2012 Rivetti & Lauro, Valtellina Superiore DOCG, Uì Inferno – Vigna 117, Lombardy, Italy.
This gorgeous and fully mature 2012 Uì Inferno – Vigna 117 Valtellinna Superiore by Rivetti & Lauro comes from terraced vines in this alpine region in upper Lombary and is made from Chiavennasca, the local name for Nebbiolo, it is a wonderfully open wine with outstanding purity, silken well integrated tannin(s) and opulent red berry fruit, with black cherry, earthy currant, wild plum and balsamic strawberries leading the way, along with hints of herbs, spice, black licorice, tobacco leaf and sandalwood. As this Rivetti & Lauro, with its classic amber/brick edged dark ruby color, opens on the medium bodied palate pretty dried flowers and sultry kirsch liqueur come through and the natural acidity becomes more and more refined, making for a seamless Nebbiolo experience, and this wine would be exceptionally good with simple meat dishes, as well as a welcome partner with seared duck breast with a red berry reduction or woody mushroom risotto. This example of Valtellina drinks with an aged grace and sophisticated elegance that is usually reserved for elite Barbaresco wines or even a Premier Cru Burgundy with a compelling textural quality and this Valtellina is an extraordinary value too. This was my first ever taste of Rivetti & Lauro and I hope to try more from this producer, especially their Grumello and Sassela crus, which are highly regarded and coveted bottles. The 2012 Uì Inferno, a steep sun soaked site, Vigna 117, a single terraced parcel, is made from 100% Nebbiolo and comes in at about 14% natural alcohol, it highlights the ripe flavor intensity of the vintage and lush mouth feel, as well as its lingering, long and divine finish, this is a very pleasing wine and reminds me why I love this region. I will add Rivetti & Lauro to my watch list along with another new favorite, Tenuta Scerscé, as well as long time favorites Nino Negri, Nobili, Alfio Mozzi, Conti Sertoli Salis and in particular Ar. Pe Pe (Arpepe), which are a bit easier to find here in the states.

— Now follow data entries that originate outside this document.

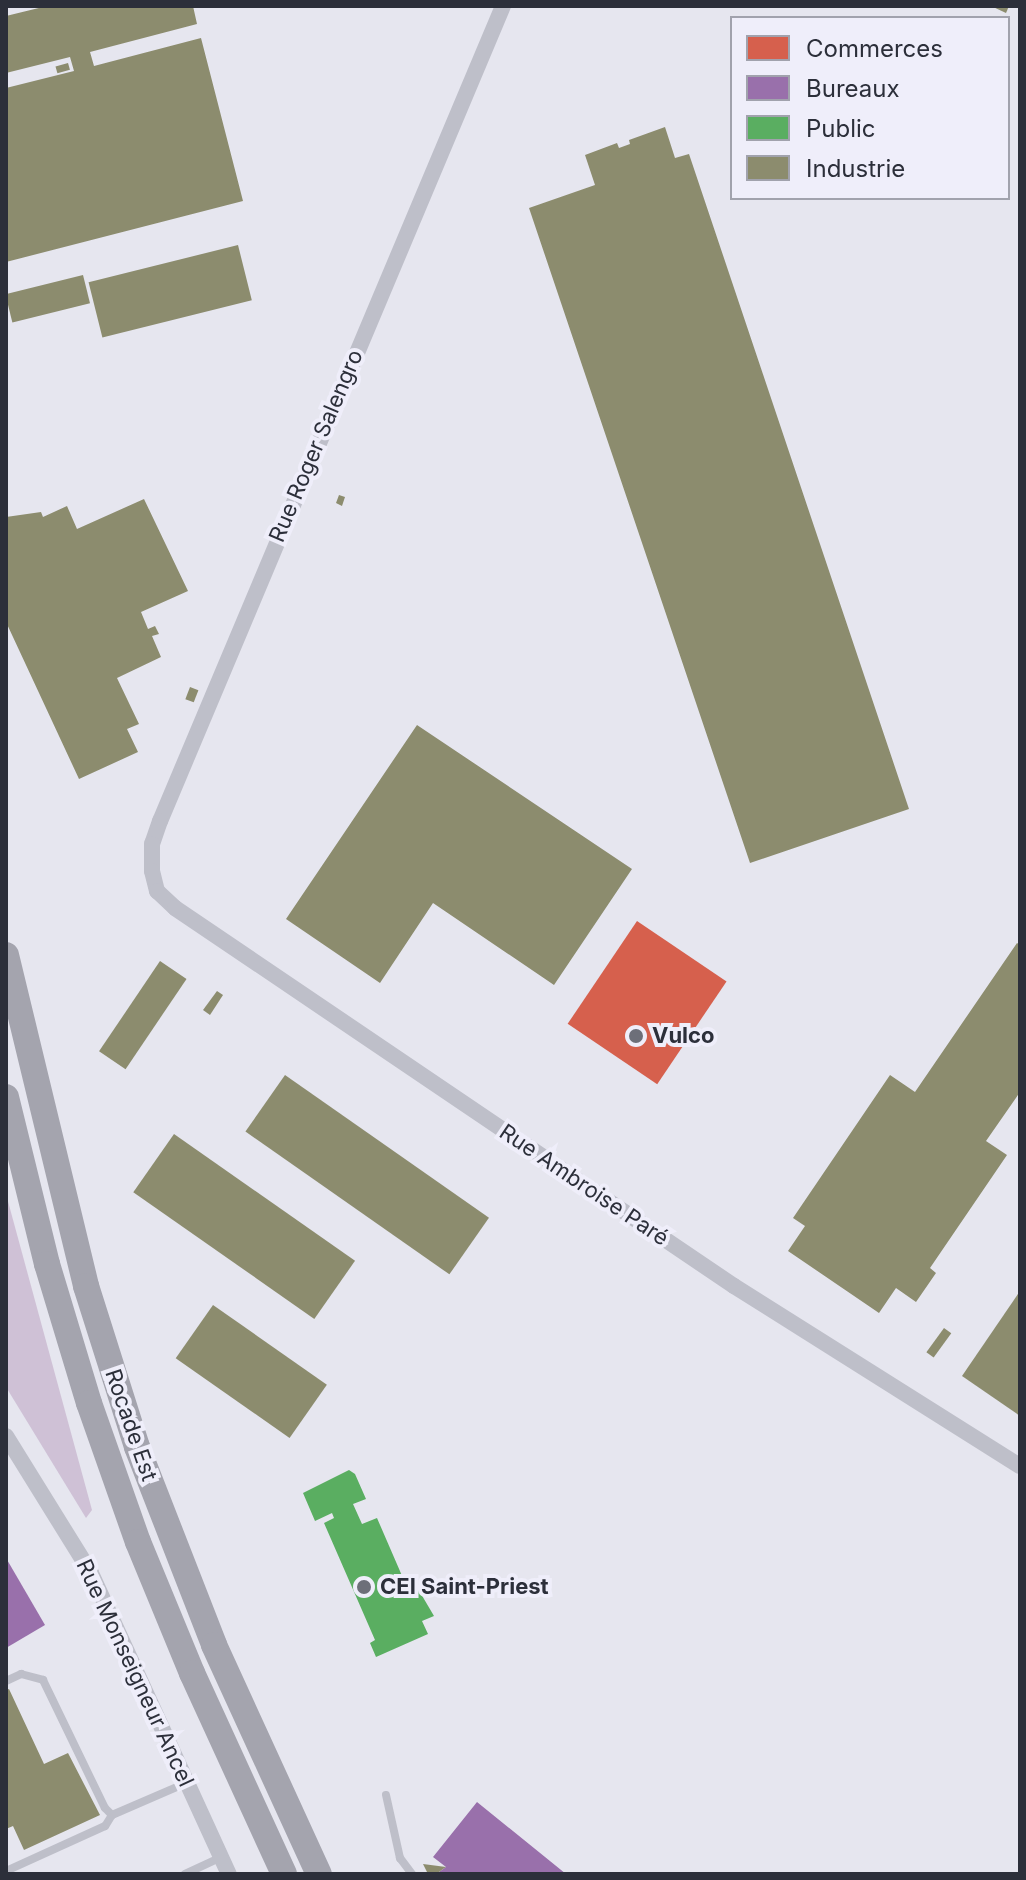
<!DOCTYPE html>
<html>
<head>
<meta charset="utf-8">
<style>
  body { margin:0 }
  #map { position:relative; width:1026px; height:1880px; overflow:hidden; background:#e6e6ef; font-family:Inter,sans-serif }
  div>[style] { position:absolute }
  .green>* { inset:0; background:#cfc1d6 }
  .shops>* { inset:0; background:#d6604d; transform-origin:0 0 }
  .offices>* { inset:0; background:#9970ab }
  .public>* { inset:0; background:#5aae61 }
  .industry>* { inset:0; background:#8c8c6e; transform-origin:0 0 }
  .service>* { height:8px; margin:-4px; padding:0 4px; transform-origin:4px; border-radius:4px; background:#bebfc9 }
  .minor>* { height:16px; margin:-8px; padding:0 8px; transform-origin:8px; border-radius:8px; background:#bebfc9 }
  .trunk>* { height:26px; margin:-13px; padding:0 13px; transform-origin:13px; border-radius:13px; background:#a4a4ae }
  .dots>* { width:22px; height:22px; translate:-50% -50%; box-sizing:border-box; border:4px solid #efeefa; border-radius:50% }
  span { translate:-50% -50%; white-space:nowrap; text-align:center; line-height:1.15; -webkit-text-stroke:8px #efeefa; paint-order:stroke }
  .street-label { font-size:22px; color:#2c2f3a }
  .poi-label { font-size:22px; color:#2c2f3a; font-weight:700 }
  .left { translate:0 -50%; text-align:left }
  .frame { position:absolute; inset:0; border:8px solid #2c2f3a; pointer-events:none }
  .legend { position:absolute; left:730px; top:16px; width:280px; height:184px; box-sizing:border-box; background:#efeefa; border:2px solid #a1a2ad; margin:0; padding:10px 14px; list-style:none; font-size:24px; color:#2c2f3a }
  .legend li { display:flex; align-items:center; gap:16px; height:40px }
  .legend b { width:40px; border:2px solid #a1a2ad }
</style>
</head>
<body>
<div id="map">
  <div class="green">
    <i style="clip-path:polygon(6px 1194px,92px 1510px,86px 1518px,6px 1387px)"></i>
  </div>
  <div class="shops">
    <i style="left:637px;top:921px;width:108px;height:124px;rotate:34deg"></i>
  </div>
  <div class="offices">
    <i style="clip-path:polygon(6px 1558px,45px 1625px,6px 1648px)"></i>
    <i style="clip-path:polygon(477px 1802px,566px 1874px,436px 1874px,446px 1867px,433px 1857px)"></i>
  </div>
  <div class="public">
    <i style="clip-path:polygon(349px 1470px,355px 1474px,366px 1499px,353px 1504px,362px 1524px,377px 1518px,406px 1585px,414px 1582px,434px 1616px,422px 1621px,428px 1634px,376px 1657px,370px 1643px,375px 1640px,324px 1523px,334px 1518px,332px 1513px,315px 1521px,303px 1493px)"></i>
  </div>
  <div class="industry">
    <i style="clip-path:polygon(47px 6px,193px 6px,197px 24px,90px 52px,94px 66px,201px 38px,243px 201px,6px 262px,6px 88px,74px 71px,70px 57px,6px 73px,6px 16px)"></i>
    <i style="clip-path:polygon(991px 6px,1009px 6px,1006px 13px)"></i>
    <i style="left:68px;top:63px;width:7px;height:13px;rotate:74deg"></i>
    <i style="clip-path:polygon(665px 127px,675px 158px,689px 154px,909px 809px,750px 863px,529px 208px,595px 185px,585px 155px,617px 143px,619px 148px,630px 144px,629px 140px)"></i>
    <i style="left:238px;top:245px;width:57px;height:154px;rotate:76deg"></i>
    <i style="left:83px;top:275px;width:29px;height:80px;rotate:76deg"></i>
    <i style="clip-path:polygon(339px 495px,345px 497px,342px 506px,336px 503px)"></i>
    <i style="clip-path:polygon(144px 499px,188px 591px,141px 612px,148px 629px,155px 626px,159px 634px,152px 636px,161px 657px,117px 678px,139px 724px,127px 729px,138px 752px,79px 779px,6px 622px,6px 517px,41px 512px,43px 517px,67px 506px,77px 529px)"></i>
    <i style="left:190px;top:687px;width:9px;height:13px;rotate:21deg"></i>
    <i style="clip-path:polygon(417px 725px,632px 869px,554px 985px,433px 903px,380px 983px,286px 919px)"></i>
    <i style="clip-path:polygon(1017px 943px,1020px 945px,1020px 1092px,986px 1141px,1007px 1155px,930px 1268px,936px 1273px,916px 1302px,896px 1288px,879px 1313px,788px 1251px,805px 1226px,793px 1218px,890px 1075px,915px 1092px)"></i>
    <i style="left:160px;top:961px;width:32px;height:109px;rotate:34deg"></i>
    <i style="clip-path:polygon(217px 991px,223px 995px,210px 1015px,203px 1010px)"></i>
    <i style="left:285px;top:1075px;width:249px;height:69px;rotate:35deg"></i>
    <i style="left:174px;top:1134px;width:221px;height:71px;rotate:35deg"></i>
    <i style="clip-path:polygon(1020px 1291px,1020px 1416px,962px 1376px)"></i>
    <i style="left:213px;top:1305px;width:139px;height:65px;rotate:35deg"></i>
    <i style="left:944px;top:1328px;width:9px;height:30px;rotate:36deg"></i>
    <i style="clip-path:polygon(9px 1689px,44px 1764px,68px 1753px,100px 1815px,24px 1850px,13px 1826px,6px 1829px,6px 1690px)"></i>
    <i style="clip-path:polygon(423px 1864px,446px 1867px,436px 1874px,428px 1874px)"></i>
  </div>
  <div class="service">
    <i style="left:6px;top:1681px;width:17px;rotate:-25deg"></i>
    <i style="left:21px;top:1674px;width:23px;rotate:15deg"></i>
    <i style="left:43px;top:1680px;width:142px;rotate:64.2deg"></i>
    <i style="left:105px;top:1808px;width:10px;rotate:45deg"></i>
    <i style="left:112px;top:1815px;width:13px;rotate:122deg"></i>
    <i style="left:105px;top:1826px;width:109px;rotate:155.6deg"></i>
    <i style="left:386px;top:1795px;width:65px;rotate:77.5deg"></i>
    <i style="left:400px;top:1858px;width:20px;rotate:53deg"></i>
    <i style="left:112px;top:1815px;width:81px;rotate:-23.4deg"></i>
    <i style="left:185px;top:1874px;width:40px;rotate:-25deg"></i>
  </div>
  <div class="minor">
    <i style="left:503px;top:6px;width:884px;rotate:112.82deg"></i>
    <i style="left:160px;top:821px;width:24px;rotate:109deg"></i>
    <i style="left:152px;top:844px;width:27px;rotate:90deg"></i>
    <i style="left:152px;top:871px;width:21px;rotate:76deg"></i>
    <i style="left:157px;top:891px;width:25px;rotate:43deg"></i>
    <i style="left:175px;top:908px;width:675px;rotate:34.07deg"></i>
    <i style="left:734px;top:1286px;width:338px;rotate:32.2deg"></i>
    <i style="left:6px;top:1436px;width:161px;rotate:58.2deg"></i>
    <i style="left:91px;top:1573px;width:331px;rotate:65.4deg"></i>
  </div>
  <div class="trunk">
    <i style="left:6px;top:955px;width:341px;rotate:76.4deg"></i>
    <i style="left:86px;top:1286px;width:169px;rotate:72.4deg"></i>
    <i style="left:137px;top:1447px;width:212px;rotate:68.7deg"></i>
    <i style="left:214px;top:1645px;width:252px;rotate:65.4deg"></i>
    <i style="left:6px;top:1097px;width:172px;rotate:76.2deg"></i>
    <i style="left:47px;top:1264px;width:145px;rotate:73.2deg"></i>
    <i style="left:89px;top:1403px;width:147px;rotate:70.6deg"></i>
    <i style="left:138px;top:1542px;width:142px;rotate:67.6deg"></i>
    <i style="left:192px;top:1673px;width:221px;rotate:65.4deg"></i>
  </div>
  <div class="dots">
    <i style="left:636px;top:1036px;background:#6d6f79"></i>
    <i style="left:364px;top:1587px;background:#6d6f79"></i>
  </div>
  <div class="street-label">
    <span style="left:316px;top:446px;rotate:-67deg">Rue Roger Salengro</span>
    <span style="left:584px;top:1185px;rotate:34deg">Rue Ambroise Paré</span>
    <span style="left:131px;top:1425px;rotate:71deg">Rocade Est</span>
    <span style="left:135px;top:1673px;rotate:65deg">Rue Monseigneur Ancel</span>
  </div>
  <div class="poi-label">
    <span class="left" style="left:652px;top:1036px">Vulco</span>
    <span class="left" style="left:380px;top:1587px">CEI Saint-Priest</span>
  </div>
  <div class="frame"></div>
  <ul class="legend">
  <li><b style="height:22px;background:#d6604d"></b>Commerces</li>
  <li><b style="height:22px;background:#9970ab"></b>Bureaux</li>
  <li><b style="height:22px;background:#5aae61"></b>Public</li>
  <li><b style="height:22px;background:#8c8c6e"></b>Industrie</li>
  </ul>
</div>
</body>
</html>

Valtellina is a high Alpine valley in the Lombardy region of northern Italy, bordering Switzerland and renown for its mountain Nebbiolo wines, which have really gained worldwide attention in recent times, even though this area has flourished since Roman times. During the 16th, 17th and 18th centuries, the Valtellina region belonged to what was know as the Three Leagues (the “Grey Leagues”), which was then a mutual-defense zone that was independent of Switzerland, but was part the easternmost Swiss Canton of Graubünden. This remote area in which German, Romansh, Lombard and Italian languages are all spoken, the region became known variously as Veltlin, or Westtirol (West Tyrol) in the 1800s, but now proudly Italian. Interestingly, because of Valtellina’s remote location and easy to defend terrain, during the last months of World War II, the Italian dictator Benito Mussolini and other diehard fascist leaders of the Italian Social Republic (RSI) proposed making a “last stand” against the advancing Allied forces in the Valtellina, but their plans never got a chance to came into being and the area became much more well known for its wine culture. As noted, In Valtellina, the wines are mostly made from Chiavennasca (the local name of Nebbiolo), along with some percentage other local varieties such as Rossola Nera of which is permitted up to 20% in the DOC and just 10% for the DOCG bottlings like this one. Grapes, by local rules must be small yields for the utmost quality and the finished wines have to be aged for at least 24 months prior to their release or three 3 years if labeled a Riserva bottling, also they need to be at least 11% natural alcohol. The yields for the DOCG wines are restricted as well to promote concentration, with requirements of a minimum alcohol level for the DOCG wine at 12%. The Cru Villages for red wines in Valtellina are Grumello, Sassella, Inferno, where this Rivetti & Lauro comes from, Valgella, and Maroggia. The village names, as in Burgundy are normally indicated on the labels, plus Valtellina also has an Amarone style DOCG Nebbiolo wine called Sforzato, where the grapes see a period of drying on straw mats to give hedonistic density and richness of flavors. If you’d not discovered Valtellina, above Milan and the lake district, yet, it is a great time to get started.